In the domestic sphere, the child is less likely to be born into legal limbo; however, the commissioning couple remain just as exposed to legal insecurity and uncertainty. As the surrogate will be presumed to be the child’s mother she is free to change her mind in relation to giving the baby to the commissioning couple right up until after the birth. Indeed, in the UK, where they have surrogate legislation, there was a case in which the surrogate mother changed her mind about giving the child to the commissioning couple. The commissioning father was the genetic father and so upon proving parenthood the court recognised him as the father and subsequently decided that pursuant to the best interests of the child test the child should remain with the surrogate mother, though the commissioning couple would have rights of access. It is possible that the same outcome would unfold here, assuming the commissioning father is the genetic father and even if the surrogate mother did consent to giving up her child to the commissioning couple, adoption appears to be the only way in which the surrogate mother’s rights over the child would be legally extinguished.
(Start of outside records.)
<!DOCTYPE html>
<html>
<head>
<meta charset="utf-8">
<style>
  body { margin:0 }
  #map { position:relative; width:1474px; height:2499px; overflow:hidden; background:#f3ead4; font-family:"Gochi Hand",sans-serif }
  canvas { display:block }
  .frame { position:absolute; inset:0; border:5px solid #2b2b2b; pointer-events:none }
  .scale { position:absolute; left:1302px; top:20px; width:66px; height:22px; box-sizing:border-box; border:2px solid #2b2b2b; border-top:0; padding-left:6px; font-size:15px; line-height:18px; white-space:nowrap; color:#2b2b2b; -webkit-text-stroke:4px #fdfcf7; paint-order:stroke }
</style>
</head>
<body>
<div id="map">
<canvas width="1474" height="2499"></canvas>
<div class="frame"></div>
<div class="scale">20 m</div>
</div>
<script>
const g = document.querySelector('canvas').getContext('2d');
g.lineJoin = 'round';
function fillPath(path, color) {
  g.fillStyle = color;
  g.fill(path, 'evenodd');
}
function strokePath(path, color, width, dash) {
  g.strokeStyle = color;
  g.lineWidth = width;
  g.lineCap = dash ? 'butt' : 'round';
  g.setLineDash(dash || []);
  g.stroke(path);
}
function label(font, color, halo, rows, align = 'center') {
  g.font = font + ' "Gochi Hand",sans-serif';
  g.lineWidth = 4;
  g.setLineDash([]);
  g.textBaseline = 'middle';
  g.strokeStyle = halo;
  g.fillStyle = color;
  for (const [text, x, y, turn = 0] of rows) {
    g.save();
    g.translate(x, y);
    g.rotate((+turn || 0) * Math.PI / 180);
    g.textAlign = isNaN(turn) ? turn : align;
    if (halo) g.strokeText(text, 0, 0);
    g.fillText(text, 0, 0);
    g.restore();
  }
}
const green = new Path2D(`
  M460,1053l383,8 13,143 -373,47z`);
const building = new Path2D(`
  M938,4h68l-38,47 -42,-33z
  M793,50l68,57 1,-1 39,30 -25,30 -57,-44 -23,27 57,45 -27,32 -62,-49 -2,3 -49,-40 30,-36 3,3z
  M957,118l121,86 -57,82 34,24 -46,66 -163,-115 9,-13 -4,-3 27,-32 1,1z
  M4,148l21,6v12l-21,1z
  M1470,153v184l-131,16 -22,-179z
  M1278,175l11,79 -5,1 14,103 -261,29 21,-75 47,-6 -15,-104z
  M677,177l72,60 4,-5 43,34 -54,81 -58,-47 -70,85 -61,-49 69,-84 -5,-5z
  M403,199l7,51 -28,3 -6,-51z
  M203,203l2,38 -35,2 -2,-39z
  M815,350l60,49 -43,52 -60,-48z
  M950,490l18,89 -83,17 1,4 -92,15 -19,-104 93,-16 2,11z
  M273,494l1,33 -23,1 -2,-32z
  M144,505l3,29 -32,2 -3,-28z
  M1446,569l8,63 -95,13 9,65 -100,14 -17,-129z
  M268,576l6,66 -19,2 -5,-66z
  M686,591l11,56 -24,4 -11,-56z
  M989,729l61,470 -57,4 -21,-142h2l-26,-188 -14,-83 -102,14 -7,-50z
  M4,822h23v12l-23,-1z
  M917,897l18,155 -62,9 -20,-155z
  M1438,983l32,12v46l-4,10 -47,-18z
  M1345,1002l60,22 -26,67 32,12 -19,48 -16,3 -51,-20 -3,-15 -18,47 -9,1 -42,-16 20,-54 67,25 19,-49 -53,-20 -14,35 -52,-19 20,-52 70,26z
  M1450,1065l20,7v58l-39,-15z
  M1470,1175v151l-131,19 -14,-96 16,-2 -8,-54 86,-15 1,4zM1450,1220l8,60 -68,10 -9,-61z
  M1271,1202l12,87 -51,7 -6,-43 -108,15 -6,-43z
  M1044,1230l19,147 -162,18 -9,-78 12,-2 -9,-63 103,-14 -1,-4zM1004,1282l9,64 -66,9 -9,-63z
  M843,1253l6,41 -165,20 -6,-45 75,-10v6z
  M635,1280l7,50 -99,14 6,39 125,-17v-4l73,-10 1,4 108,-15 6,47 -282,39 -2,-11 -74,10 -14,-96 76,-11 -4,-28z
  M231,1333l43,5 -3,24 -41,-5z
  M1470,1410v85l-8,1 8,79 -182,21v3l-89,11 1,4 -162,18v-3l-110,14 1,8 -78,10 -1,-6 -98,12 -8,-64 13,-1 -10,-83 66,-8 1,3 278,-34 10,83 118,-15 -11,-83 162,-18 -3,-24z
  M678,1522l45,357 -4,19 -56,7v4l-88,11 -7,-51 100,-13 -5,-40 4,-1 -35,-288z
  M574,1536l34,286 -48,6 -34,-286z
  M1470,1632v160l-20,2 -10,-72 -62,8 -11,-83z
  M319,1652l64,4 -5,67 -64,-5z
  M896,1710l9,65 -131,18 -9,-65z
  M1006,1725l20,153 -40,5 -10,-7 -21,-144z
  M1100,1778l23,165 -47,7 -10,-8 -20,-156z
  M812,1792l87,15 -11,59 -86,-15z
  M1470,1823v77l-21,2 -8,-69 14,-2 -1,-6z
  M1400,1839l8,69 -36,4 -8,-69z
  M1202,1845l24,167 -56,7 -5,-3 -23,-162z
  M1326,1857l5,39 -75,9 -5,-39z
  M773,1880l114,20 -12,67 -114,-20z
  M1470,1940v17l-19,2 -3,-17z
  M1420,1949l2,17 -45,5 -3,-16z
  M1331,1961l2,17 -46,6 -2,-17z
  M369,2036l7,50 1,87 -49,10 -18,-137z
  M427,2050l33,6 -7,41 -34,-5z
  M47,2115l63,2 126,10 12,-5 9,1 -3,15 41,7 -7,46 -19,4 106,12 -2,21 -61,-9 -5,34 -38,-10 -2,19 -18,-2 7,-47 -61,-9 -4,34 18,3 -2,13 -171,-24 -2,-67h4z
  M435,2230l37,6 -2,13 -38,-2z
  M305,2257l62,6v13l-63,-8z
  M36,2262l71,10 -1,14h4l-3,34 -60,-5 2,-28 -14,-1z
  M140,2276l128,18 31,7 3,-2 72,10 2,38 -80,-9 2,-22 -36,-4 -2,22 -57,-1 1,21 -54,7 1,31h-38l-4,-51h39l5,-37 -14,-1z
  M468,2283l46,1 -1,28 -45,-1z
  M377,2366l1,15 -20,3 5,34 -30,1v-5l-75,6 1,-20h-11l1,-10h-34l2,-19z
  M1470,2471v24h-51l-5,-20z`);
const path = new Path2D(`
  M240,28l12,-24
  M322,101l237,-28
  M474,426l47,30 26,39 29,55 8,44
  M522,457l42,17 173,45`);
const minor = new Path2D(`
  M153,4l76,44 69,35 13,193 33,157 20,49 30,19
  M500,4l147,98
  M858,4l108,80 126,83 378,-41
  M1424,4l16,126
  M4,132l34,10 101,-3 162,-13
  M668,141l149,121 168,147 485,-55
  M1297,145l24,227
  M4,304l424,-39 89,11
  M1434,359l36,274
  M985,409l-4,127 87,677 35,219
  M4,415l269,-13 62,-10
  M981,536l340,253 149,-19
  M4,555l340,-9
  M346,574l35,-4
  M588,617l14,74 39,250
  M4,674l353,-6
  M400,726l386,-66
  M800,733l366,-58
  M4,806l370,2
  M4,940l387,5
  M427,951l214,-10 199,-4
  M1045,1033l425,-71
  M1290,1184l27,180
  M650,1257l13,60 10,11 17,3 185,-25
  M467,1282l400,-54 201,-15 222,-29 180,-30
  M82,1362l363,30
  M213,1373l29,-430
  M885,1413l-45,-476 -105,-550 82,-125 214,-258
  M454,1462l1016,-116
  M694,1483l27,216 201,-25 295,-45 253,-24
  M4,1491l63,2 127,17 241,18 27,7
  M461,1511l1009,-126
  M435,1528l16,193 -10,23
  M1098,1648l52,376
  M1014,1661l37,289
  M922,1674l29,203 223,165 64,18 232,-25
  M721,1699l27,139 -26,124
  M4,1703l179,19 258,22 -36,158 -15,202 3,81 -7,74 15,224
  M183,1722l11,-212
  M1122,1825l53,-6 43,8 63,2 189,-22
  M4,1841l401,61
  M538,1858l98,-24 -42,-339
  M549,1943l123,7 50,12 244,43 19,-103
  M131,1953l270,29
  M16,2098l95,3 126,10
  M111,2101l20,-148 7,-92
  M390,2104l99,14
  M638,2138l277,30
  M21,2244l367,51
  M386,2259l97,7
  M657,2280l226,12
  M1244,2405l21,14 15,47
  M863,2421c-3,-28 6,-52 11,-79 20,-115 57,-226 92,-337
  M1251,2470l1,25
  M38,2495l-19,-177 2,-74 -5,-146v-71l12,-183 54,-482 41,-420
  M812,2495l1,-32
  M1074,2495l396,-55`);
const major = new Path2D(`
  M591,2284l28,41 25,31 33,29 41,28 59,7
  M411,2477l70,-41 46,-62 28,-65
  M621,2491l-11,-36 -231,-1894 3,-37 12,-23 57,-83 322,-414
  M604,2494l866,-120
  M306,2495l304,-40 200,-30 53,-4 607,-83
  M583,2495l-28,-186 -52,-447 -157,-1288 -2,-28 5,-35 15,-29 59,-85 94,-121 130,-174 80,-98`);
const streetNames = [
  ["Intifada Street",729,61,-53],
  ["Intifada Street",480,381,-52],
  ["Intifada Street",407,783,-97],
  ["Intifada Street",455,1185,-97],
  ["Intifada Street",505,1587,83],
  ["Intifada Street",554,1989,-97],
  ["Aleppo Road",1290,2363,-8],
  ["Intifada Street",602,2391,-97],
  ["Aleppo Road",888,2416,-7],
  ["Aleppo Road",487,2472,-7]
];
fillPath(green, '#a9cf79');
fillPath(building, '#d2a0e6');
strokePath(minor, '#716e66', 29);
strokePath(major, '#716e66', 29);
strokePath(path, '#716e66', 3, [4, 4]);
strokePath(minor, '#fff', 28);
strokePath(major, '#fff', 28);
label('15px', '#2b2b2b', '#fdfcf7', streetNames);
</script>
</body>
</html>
It is worth noting that in the situations highlighted above it is the commissioning father as the genetic father who has been able to work within the confines of the law to attain some parental rights over the child. The commissioning mother appears to remain in legal limbo under current Irish law with no legal recognition as the child’s mother. According to the Law Society’s panel of experts last week the most effective way of achieving full legal recognition as a parent for the commissioning mother is to adopt the child. This would involve jumping through all the legal hoops associated with adoption having already endured the typically lengthy and complicated process of surrogacy.

These problems raise serious concerns, not least regarding the status of children born through surrogacy but of their parents. Without legal recognition questions arise regarding citizenship, succession rights, benefit allowances and who has the authority to act on behalf of the child. In February 2012, Minister Alan Shatter issued guidance for Irish couples considering having a child through surrogacy. The guidelines lay out how parentage can be established, how citizenship can be established, the prerequisites in order to obtain travel documentation for the child, and how the commissioning parents can go about attaining guardianship of the child. While the guidelines are welcome as a clarification of the law, what they essentially highlight is that there is no law regulating surrogacy directly. In essence the guidelines warn commissioning parents of the legal limbo they are exposing themselves to and no legislation has been forthcoming almost a year later and seven years after the Report from the Commission on Assisted Human Reproduction recommended legislation regulating surrogacy.

Scrutiny of the abortion debate and abortion legislation is important. It is time Ireland confronted the debate that has divided us for more than 20 years. However, Savita Halappanavar’s passing sends a much stronger message than we need abortion legislation – it illustrates that 20 years is too long to put off implementing legislation; it tells us that 20 years is too long avoiding something just because it is controversial; it tells us that the people deserve better than that; that the people need better than that and that the people do have the power to compel political action. The UCC Law Society last week highlighted an area of Irish law in dire need of legislative guidance; without surrogacy legislation parents and children face a legal limbo of which the consequences are as yet unknown as the first generation of Irish surrogate children are only just growing up. Legislation is already over seven years late. Let us learn from the events of recent months and address the vacuum in surrogacy legislation now, before it is too late.